Globally, IPv4 address ranges are in very short supply, and can be an expensive way to grant access to Internet resources. Network Address Translation (NAT) arose out of this need for internal resources on a private network to share routable IPv4 addresses to gain access to external resources on a public network. Rather than purchasing an IPv4 address for each resource that requires internet access, you can use a NAT service to map outgoing requests from internal resources to an external IP address, so that communication can take place.

NAT services provide mappings for a single IP address, a range of IP addresses defined by an IP Prefix, and a range of ports associated with an IP address. NAT is compatible with standard SKU public IP address resources or public IP prefix resources or a combination of both. You can use a public IP prefix directly or distribute the public IP addresses of the prefix across multiple NAT gateway resources. NAT will map all traffic to the range of IP addresses of the prefix. NAT allows flows to be created from the virtual network to the Internet. Return traffic from the Internet is only allowed in response to an active flow.

The following diagram shows outbound traffic flow from Subnet 1 through the NAT gateway to be mapped to a Public IP address or a Public IP prefix.

NAT service provides internet connectivity for internal resources.

You define the NAT configuration for each subnet within a VNet to enable outbound connectivity by specifying which NAT gateway resource to use. After NAT is configured, all UDP and TCP outbound flows from any virtual machine instance will use NAT for internet connectivity. No further configuration is necessary, and you don’t need to create any user-defined routes. NAT takes precedence over other outbound scenarios and replaces the default Internet destination of a subnet.

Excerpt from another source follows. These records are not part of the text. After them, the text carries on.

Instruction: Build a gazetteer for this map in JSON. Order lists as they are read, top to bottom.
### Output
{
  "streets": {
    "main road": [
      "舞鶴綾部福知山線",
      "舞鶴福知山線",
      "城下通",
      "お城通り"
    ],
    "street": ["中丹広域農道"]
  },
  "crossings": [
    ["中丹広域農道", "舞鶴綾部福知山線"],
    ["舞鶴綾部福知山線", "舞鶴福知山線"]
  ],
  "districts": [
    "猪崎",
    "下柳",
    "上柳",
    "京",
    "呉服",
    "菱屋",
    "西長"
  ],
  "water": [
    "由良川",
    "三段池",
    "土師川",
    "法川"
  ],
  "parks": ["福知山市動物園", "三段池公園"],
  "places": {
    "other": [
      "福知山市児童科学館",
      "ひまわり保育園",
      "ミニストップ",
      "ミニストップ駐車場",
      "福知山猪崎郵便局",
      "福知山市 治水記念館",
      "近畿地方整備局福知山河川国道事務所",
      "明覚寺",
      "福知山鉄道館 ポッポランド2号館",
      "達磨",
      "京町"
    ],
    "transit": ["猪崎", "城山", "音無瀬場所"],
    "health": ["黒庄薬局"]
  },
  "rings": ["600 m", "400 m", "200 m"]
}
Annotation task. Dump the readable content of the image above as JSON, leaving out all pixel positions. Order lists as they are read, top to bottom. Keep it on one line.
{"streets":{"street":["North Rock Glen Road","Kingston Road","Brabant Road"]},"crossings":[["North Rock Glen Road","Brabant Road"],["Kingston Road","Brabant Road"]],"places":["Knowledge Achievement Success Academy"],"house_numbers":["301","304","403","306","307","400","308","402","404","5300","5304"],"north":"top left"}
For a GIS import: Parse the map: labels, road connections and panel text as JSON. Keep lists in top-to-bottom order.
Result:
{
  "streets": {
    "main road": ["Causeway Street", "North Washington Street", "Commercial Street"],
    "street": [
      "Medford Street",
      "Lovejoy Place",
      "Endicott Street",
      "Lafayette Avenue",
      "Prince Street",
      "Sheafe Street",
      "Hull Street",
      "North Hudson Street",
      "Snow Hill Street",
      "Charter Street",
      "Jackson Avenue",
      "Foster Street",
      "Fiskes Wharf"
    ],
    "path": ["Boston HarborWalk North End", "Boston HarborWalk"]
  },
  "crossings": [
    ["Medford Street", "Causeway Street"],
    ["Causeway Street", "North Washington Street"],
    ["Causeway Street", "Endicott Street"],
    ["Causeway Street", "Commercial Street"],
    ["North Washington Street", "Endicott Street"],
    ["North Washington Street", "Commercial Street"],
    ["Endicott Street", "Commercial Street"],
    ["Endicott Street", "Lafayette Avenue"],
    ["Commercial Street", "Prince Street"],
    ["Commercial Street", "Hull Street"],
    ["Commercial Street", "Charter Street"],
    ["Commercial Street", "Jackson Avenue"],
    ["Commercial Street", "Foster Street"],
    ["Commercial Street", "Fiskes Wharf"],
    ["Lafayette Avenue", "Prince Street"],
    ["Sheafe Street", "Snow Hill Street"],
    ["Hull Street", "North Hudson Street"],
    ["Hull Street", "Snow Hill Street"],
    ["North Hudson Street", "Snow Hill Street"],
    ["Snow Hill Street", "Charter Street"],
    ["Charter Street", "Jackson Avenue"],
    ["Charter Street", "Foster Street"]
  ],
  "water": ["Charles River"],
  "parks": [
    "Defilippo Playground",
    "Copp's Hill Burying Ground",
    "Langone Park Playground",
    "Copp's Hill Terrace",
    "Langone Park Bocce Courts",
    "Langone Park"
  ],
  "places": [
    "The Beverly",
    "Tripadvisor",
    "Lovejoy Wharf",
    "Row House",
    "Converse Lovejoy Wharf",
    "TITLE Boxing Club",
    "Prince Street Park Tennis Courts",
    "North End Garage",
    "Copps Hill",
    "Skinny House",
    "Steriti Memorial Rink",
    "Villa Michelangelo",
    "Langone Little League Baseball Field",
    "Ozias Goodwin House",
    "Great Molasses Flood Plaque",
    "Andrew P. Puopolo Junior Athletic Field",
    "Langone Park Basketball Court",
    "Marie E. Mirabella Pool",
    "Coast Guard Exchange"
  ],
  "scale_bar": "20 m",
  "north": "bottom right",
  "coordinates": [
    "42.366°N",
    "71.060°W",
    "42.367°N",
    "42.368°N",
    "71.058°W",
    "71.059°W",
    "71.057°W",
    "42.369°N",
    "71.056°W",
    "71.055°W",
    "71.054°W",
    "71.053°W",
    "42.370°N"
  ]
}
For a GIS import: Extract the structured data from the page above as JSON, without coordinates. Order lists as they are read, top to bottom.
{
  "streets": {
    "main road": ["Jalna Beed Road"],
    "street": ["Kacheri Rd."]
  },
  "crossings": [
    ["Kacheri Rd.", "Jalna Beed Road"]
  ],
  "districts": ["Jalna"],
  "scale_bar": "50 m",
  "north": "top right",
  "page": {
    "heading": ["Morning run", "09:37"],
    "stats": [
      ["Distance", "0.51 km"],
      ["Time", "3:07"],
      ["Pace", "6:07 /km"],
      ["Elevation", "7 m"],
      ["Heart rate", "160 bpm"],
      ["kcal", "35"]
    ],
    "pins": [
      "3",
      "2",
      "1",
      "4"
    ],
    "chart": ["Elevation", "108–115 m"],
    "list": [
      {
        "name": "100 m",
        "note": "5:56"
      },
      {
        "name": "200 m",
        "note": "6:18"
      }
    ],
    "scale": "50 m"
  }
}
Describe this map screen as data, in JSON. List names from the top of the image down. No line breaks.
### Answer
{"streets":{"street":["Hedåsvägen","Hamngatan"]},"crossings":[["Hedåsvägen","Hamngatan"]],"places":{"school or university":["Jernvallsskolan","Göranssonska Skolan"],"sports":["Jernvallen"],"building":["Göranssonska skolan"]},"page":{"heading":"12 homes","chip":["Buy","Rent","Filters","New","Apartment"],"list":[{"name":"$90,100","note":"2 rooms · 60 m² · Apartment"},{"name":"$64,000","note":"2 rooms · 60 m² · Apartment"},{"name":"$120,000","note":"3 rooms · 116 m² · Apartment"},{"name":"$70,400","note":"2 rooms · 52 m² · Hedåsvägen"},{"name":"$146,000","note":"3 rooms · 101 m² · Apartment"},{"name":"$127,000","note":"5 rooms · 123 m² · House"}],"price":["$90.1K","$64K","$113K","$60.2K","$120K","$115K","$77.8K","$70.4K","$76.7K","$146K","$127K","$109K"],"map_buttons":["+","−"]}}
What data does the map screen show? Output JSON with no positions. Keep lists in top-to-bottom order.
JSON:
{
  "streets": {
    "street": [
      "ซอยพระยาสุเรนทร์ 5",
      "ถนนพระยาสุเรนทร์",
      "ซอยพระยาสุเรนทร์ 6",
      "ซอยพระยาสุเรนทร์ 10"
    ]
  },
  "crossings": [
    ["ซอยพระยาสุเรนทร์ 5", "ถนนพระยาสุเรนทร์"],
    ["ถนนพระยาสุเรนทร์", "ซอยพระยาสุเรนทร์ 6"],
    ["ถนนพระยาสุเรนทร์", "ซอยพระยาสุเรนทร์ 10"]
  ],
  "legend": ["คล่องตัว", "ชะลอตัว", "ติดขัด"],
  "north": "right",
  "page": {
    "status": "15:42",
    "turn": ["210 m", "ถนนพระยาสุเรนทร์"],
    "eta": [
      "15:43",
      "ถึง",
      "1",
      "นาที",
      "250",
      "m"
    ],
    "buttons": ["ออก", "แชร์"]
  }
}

Support dynamic workloads by scaling NAT

With NAT, you don't need to do extensive pre-planning or pre-allocate addresses because NAT scales to support dynamic workloads. By using port network address translation (PNAT or PAT), NAT provides up to 64,000 concurrent flows for UDP and TCP respectively, for each attached public IP address. NAT can support up to 16 public IP addresses.

How to deploy NAT

Configuring and using NAT gateway is a straightforward process:

NAT gateway resource:

  1. Create regional or zonal (zone-isolated) NAT gateway resource,
  2. Assign IP addresses,
  3. If necessary, modify TCP idle timeout (optional).

Virtual network:

  • Configure virtual network subnet to use a NAT gateway.
  • User-defined routes are not necessary.

Coexistence of inbound and outbound

NAT is compatible with the following standard SKU resources:

  • Load balancer
  • Public IP address
  • Public IP prefix

NAT and compatible Standard SKU features are aware of the direction the flow was started. Inbound and outbound scenarios can coexist. These scenarios will receive the correct network address translations because these features are aware of the flow direction. When used together with NAT, these resources provide inbound Internet connectivity to your subnet(s).

Virtual Network NAT flow direction

Limitations of NAT

  • NAT is compatible with standard SKU public IP, public IP prefix, and load balancer resources. Basic resources (for example basic load balancer) and any products derived from them aren't compatible with NAT. Basic resources must be placed on a subnet not configured with NAT.
  • IPv4 address family is supported. NAT doesn't interact with IPv6 address family. NAT can't be deployed on a subnet with an IPv6 prefix.
  • NAT can't span multiple virtual networks.
  • IP fragmentation isn't supported.